Provide only the number of lines in the records below that include "linecap".
┌────────
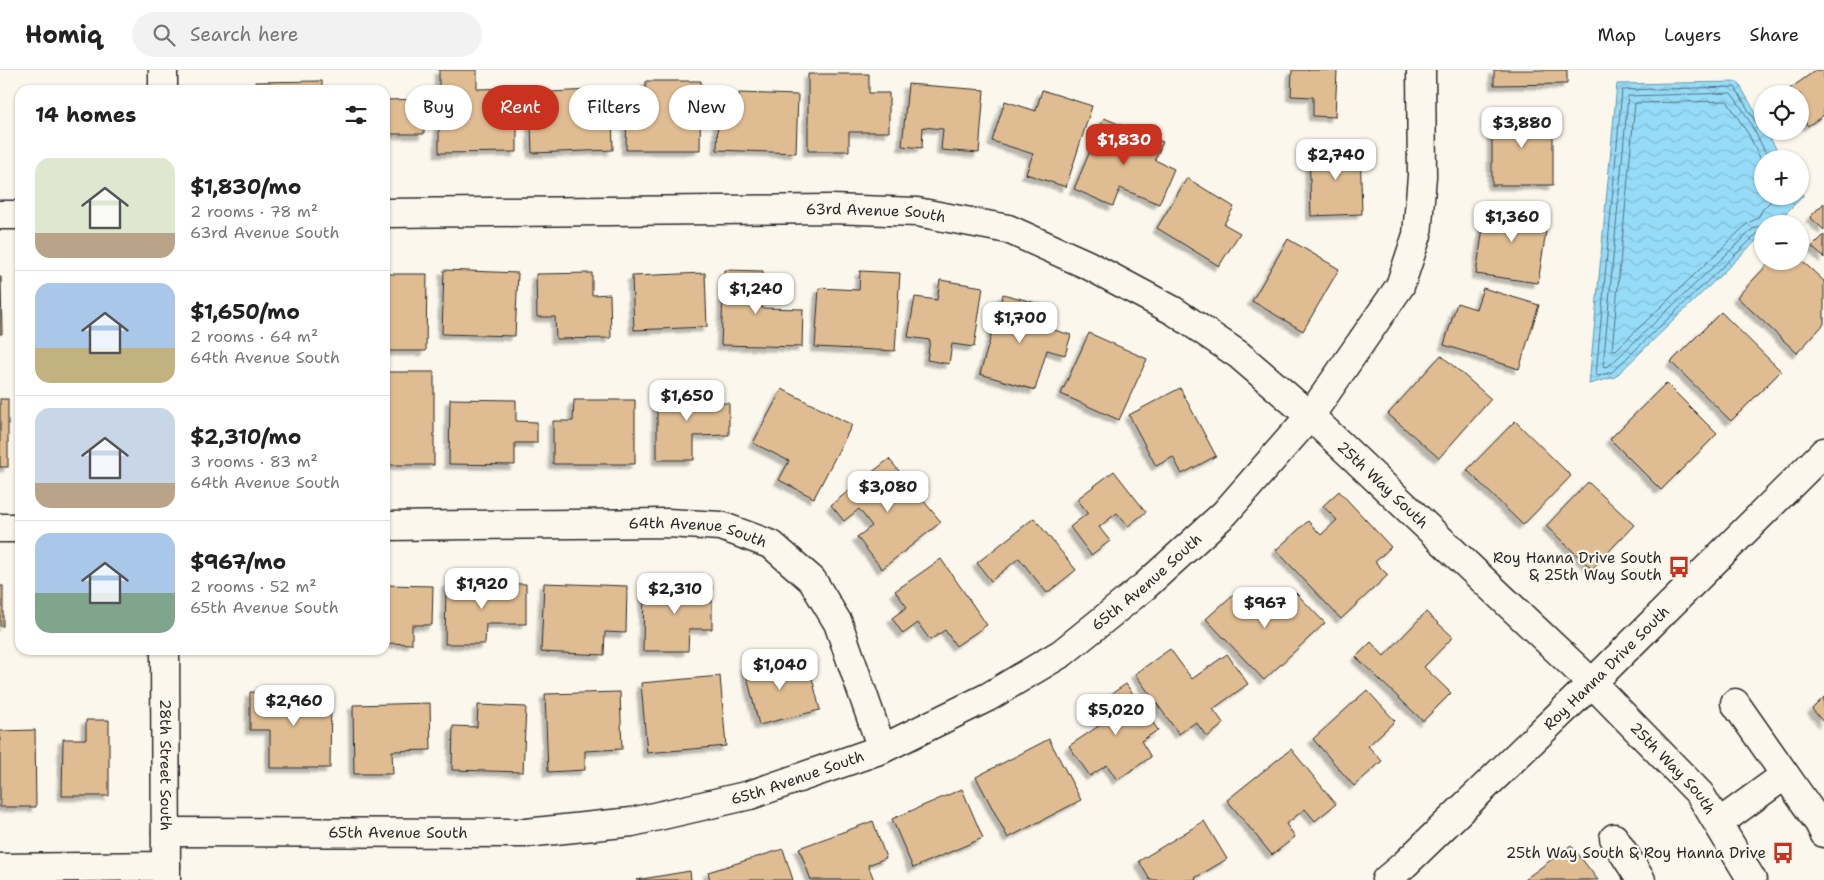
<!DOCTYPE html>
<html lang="en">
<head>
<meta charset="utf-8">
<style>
  body { margin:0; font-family:"Shantell Sans",sans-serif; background:#f2f2f2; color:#222; height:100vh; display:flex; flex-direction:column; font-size:19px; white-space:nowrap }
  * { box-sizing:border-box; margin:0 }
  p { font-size:16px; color:#767676 }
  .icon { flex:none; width:28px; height:28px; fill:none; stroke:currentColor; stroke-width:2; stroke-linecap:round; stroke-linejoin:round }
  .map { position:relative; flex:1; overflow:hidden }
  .side { position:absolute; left:15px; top:15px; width:375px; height:570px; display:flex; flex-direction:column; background:#fff; border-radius:15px; box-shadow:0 1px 4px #0004 }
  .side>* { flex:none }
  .hud { position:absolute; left:405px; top:15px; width:475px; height:45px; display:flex; gap:10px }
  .tools { position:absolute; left:1754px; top:15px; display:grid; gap:10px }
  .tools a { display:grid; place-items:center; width:55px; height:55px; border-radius:50%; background:#fff; box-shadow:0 1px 4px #0004; font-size:25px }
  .price { position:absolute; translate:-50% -42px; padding:0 11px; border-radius:10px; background:#fff; color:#222; font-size:16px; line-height:32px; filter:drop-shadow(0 1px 2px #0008) }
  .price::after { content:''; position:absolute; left:50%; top:30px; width:15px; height:11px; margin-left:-8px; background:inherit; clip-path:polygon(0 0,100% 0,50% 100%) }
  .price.selected { background:#c8321e; color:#fff }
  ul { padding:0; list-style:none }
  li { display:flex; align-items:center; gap:15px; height:125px; padding:0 20px }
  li+li { border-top:1px solid #e0e0e0 }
  li span { display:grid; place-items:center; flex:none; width:140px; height:100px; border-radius:15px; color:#555 }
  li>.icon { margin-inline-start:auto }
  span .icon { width:60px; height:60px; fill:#fffc; stroke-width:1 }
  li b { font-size:21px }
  h2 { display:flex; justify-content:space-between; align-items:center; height:60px; padding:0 20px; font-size:21px }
  .tag { padding:0 18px; border-radius:22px; background:#fff; box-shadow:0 1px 4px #0004; font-size:18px; line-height:45px }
  .tag.selected { background:#c8321e; color:#fff }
  header { display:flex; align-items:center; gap:30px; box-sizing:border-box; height:70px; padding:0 25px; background:#fff; border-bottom:1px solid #e0e0e0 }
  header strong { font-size:24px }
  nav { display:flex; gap:28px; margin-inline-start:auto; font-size:18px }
  .search { width:350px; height:45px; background:#f2f2f2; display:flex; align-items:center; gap:12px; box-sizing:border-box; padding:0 18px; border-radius:28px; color:#767676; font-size:19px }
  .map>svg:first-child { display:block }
  .water { fill:url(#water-waves); stroke:#6b95a6 }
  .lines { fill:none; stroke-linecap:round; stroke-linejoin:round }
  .shore { stroke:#56727d; stroke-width:1 }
  .building { fill:#dfbc91; stroke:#2b2b2b; filter:url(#shadow) }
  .minor-casing { stroke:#2b2b2b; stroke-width:31 }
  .minor { stroke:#fbf7ec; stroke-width:28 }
  .labels { text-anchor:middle; stroke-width:4.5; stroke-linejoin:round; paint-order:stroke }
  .street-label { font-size:15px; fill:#2b2b2b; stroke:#fbf7ec }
  .poi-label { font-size:15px; fill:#2b2b2b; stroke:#fbf7ec; text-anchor:end }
</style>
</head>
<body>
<header>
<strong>Homiq</strong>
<div class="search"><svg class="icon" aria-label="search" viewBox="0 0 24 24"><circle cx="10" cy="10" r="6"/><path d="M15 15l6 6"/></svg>Search here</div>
<nav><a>Map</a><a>Layers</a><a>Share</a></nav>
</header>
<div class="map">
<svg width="1824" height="810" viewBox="0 0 1824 810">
  <defs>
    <pattern id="water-waves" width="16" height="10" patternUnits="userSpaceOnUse" patternTransform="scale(1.25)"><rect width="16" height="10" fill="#96dcf8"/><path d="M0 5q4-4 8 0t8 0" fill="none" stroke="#81bdd5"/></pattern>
    <filter id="shadow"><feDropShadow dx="-4.5" dy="4.5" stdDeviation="1" flood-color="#0004"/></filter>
  </defs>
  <rect width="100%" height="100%" fill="#fbf7ec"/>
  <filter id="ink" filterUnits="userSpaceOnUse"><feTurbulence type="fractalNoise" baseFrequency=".02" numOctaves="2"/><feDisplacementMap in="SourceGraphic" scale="10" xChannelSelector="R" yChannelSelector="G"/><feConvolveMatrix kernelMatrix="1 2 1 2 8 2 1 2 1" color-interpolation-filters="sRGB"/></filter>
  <g filter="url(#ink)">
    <path class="water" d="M1738 12 1762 54V61H1766L1782 89H1762V126H1800V120L1803 126 1775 154H1762V165L1615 307 1589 314 1617 14Z"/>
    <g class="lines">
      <g class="shore">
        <path d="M1762 56 1756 53 1735 17 1622 20 1596 305 1598 306 1612 302 1757 164 1762 162"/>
        <path d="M1762 92 1749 65 1727 31 1635 33 1612 280H1616L1748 153 1758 148 1762 140 1776 126"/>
        <path d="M1762 156 1753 159 1609 296 1603 297 1628 26 1731 23C1747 43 1757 67 1769 89"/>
      </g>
    </g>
    <g class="building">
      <path d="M439 0H477V19L517 18V82L439 83Z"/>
      <path d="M1292 0H1337L1335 47 1313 46V27L1291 26Z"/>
      <path d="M1494 0H1567V14L1494 15Z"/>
      <path d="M1816 0H1824V45L1808 56 1800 45V24L1784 23Z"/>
      <path d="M808 4H869V23H889V62H849V81H808Z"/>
      <path d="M322 11V20H255V12Z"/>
      <path d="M646 11H701L700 80H626L627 33 645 34Z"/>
      <path d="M908 14 984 20 979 83 941 80 943 59 923 57 922 78 902 76Z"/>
      <path d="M591 20 592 40H612L613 80 532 83 530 23Z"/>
      <path d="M1042 20 1092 36 1066 117 1026 104 1033 84 992 71 1005 31 1036 41Z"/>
      <path d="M739 23 798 25 796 83 717 80 718 42 738 43Z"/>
      <path d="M424 29V64H385V30Z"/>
      <rect x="1492" y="43" width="61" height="72"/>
      <path d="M1104 48 1163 72 1155 90 1174 99 1159 134 1120 118 1113 136 1074 119Z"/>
      <path d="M1360 76 1362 144 1311 146 1309 78Z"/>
      <path d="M1187 108 1234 137 1224 154 1240 163 1219 196 1157 158Z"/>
      <path d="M1487 132 1549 142 1538 213 1476 204Z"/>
      <path d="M1824 133V160L1810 147Z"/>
      <path d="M1824 165V188L1812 177Z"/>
      <path d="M1288 169 1339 199 1303 261 1252 231Z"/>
      <path d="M1800 189 1824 211V254L1797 283 1737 227 1771 191H1800Z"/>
      <path d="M444 200 518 203 515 266 442 264Z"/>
      <path d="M724 200 763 201 762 238 803 239 802 277 721 275Z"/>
      <path d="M860 201 900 203 895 281 815 277 819 218 859 220Z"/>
      <path d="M592 203V225L610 224 611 268 556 269 555 247H537L536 204Z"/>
      <path d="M705 203 707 257 634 260 632 206Z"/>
      <path d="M385 204H427L426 281H385Z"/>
      <path d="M0 207H1L2 264H0Z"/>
      <path d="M940 210 983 217 974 277 952 274 949 294 927 290 930 270 908 267 915 227 937 230Z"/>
      <path d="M1483 218 1539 235 1519 299 1444 275 1457 233 1476 239Z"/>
      <path d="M1003 224 1040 234 1034 254 1071 265 1065 285 1047 280 1035 320 980 304Z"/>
      <path d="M1721 242 1781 301 1731 351 1671 292Z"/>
      <path d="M1089 263 1147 289 1119 350 1061 324Z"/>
      <path d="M1441 285 1491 329 1439 388 1388 344Z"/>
      <rect x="385" y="302" width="49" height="93"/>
      <path d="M1666 313 1717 364 1661 420 1610 369Z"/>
      <path d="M1180 318 1216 386 1182 404 1173 387 1156 396 1129 345Z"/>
      <path d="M657 319H699V333H729V365L694 366V390H657Z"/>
      <path d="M782 319 852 355 814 428 779 410 789 391 753 373Z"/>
      <rect x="0" y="329" width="8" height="68"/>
      <path d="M450 329 516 330V351L537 352V373H515V395L449 394Z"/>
      <path d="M574 330H635V394H553V351H573Z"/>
      <path d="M1515 351 1571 406 1523 455 1467 400Z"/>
      <path d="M889 389 941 452 882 499 857 467 872 456 859 439 844 451 831 435Z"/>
      <path d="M1114 401 1146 442 1128 456 1117 443 1099 457 1110 471 1091 485 1070 457 1088 443 1077 429Z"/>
      <path d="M1588 412 1634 455 1592 499 1546 456Z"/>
      <path d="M1339 421 1391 477 1375 492 1388 505 1341 549 1276 480 1308 451 1321 465 1337 450 1323 436Z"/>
      <path d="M1034 448 1076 500 1047 523 1019 488 991 511 977 493Z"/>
      <path d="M941 489 987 555 956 576 945 560 930 570 918 553 903 564 892 548 907 537 895 521Z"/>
      <path d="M446 513 526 514V554H486L485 574H445Z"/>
      <path d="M544 513 627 516 626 563 605 562 604 585 541 582Z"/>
      <path d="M644 514 712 515V559H689L688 581H643Z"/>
      <path d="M385 515 433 516 432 555H412V574L385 573Z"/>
      <rect x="0" y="516" width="3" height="40"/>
      <path d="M1237 521 1251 536 1267 522 1281 537 1296 523 1325 553 1264 610 1206 549Z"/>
      <path d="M1426 542 1453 567 1424 597 1451 623 1423 651 1356 587 1371 572 1384 586Z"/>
      <path d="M1170 579 1192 609 1227 584 1248 614 1213 639 1224 654 1207 667 1196 652 1179 664 1135 604Z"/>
      <path d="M785 585 790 605 810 600 820 640 759 655 744 595Z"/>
      <path d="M720 606 726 676 647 683 641 613Z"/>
      <path d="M1126 614 1158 660 1141 671 1151 687 1117 710 1107 695 1090 706 1069 676 1103 653 1092 637Z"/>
      <path d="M1367 620 1395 651 1368 676 1382 691 1354 716 1313 669Z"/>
      <path d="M250 622 331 623 330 698H270V660H250Z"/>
      <path d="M620 622 622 679 585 681V700L548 702 545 624Z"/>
      <path d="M1824 627V653L1812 639Z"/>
      <path d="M430 633 431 680 392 681 393 704H354L353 635Z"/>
      <path d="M478 635 526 637 523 702 452 700 453 656 477 657Z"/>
      <path d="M86 650H109V726H62L63 669H86Z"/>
      <path d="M35 660 36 737H0V661Z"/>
      <path d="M1049 669 1081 730 1008 768 976 707Z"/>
      <path d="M1291 679 1336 734 1315 751 1305 739 1286 754 1295 767 1272 785 1227 730Z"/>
      <path d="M962 719 983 768 913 798 892 749Z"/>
      <path d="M873 751 886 788 868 795 874 810H811L799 778Z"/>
      <path d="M1204 751 1227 789 1195 808 1196 810H1150L1139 791Z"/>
      <path d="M1571 775 1598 810H1524Z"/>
      <path d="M783 779 793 810H710L708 802Z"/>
      <path d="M690 801 691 810H636Z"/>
    </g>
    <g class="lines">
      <g class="minor-casing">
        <g id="minor">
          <path d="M163 20V0"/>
          <path id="s1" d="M385 143 831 139 917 142 1008 159 1088 195 1174 241 1239 285 1310 346 1592 613 1700 724 1752 810"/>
          <path d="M0 145H20"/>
          <path id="s2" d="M385 456 667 453 721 456 772 475 812 510 838 553 882 679"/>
          <path d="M0 458H20"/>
          <path id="s3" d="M165 580 166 810"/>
          <path d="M1735 633 1819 753 1824 763"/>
          <path d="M1719 753 1785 705"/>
          <path id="s4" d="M166 762 526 763 632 752 750 725 882 679 988 627 1062 583 1145 516 1225 443 1310 346 1400 216 1417 165 1422 106 1421 0"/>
          <path d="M1614 768 1641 810"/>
          <path d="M0 798 166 796"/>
          <path id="s5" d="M1386 810 1405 794 1592 613 1824 382"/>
        </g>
      </g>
      <use href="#minor" class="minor"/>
    </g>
  </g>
  <defs>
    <g id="bus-bare" transform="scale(1.725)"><path d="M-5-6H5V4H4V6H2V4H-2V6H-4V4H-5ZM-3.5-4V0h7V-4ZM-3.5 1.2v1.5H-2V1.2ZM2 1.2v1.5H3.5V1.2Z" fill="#c8321e" stroke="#fbf7ec" stroke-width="2.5" paint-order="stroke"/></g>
  </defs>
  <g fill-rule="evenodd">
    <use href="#bus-bare" x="1679" y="497"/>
    <use href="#bus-bare" x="1783" y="783"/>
  </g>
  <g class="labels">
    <g class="street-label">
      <text dy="5" stroke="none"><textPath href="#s1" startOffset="491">63rd Avenue South</textPath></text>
      <text dy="5" stroke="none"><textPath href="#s1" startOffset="1082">25th Way South</textPath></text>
      <text dy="5" stroke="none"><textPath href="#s2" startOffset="314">64th Avenue South</textPath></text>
      <text dy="5" stroke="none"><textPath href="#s4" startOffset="1042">65th Avenue South</textPath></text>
      <text dy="5" stroke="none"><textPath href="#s5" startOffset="306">Roy Hanna Drive South</textPath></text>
      <text dy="5" stroke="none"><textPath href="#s3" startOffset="115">28th Street South</textPath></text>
      <text dy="5" stroke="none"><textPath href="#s1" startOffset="1488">25th Way South</textPath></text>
      <text dy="5" stroke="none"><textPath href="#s4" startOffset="638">65th Avenue South</textPath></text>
      <text dy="5" stroke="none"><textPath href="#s4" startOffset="232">65th Avenue South</textPath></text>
    </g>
    <g class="poi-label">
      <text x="1662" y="493">Roy Hanna Drive South<tspan x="1662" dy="17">&amp; 25th Way South</tspan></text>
      <text x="1766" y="788">25th Way South &amp; Roy Hanna Drive</text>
    </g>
  </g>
</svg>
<div class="tools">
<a><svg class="icon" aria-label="locate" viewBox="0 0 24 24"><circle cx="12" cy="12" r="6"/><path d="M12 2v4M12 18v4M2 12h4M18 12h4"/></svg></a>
<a>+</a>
<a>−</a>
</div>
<b class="price" style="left:1522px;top:79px">$3,880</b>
<b class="price selected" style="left:1124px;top:96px">$1,830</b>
<b class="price" style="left:1336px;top:111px">$2,740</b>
<b class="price" style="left:1512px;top:173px">$1,360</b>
<b class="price" style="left:756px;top:245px">$1,240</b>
<b class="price" style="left:1020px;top:274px">$1,700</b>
<b class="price" style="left:687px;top:352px">$1,650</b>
<b class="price" style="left:888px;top:443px">$3,080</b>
<b class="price" style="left:482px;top:540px">$1,920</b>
<b class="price" style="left:675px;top:545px">$2,310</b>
<b class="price" style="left:1265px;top:559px">$967</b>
<b class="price" style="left:780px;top:621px">$1,040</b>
<b class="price" style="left:294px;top:657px">$2,960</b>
<b class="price" style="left:1116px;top:666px">$5,020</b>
<div class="hud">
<a class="tag">Buy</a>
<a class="tag selected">Rent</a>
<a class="tag">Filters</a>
<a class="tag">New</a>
</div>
<section class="side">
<h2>14 homes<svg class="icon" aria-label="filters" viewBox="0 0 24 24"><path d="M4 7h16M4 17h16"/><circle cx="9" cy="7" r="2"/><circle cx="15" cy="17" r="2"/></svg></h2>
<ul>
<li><span style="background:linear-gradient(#dfe7d0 75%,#b9a48a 0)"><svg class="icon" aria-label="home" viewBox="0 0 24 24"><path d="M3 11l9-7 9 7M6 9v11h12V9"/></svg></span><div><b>$1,830/mo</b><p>2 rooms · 78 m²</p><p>63rd Avenue South</p></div></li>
<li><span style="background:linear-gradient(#a9c7e8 65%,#c2b280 0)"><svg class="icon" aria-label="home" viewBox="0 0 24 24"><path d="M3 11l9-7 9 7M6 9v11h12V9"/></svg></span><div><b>$1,650/mo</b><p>2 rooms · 64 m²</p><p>64th Avenue South</p></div></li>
<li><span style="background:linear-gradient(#c9d6e8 75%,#b9a48a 0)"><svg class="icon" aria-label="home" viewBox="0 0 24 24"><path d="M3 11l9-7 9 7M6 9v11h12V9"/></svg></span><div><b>$2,310/mo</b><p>3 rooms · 83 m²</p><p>64th Avenue South</p></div></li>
<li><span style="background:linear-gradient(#a9c7e8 60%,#7fa58c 0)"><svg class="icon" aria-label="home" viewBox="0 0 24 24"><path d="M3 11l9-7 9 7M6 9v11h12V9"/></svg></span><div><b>$967/mo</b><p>2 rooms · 52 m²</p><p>65th Avenue South</p></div></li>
</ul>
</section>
</div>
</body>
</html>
└────────
Expected answer – 2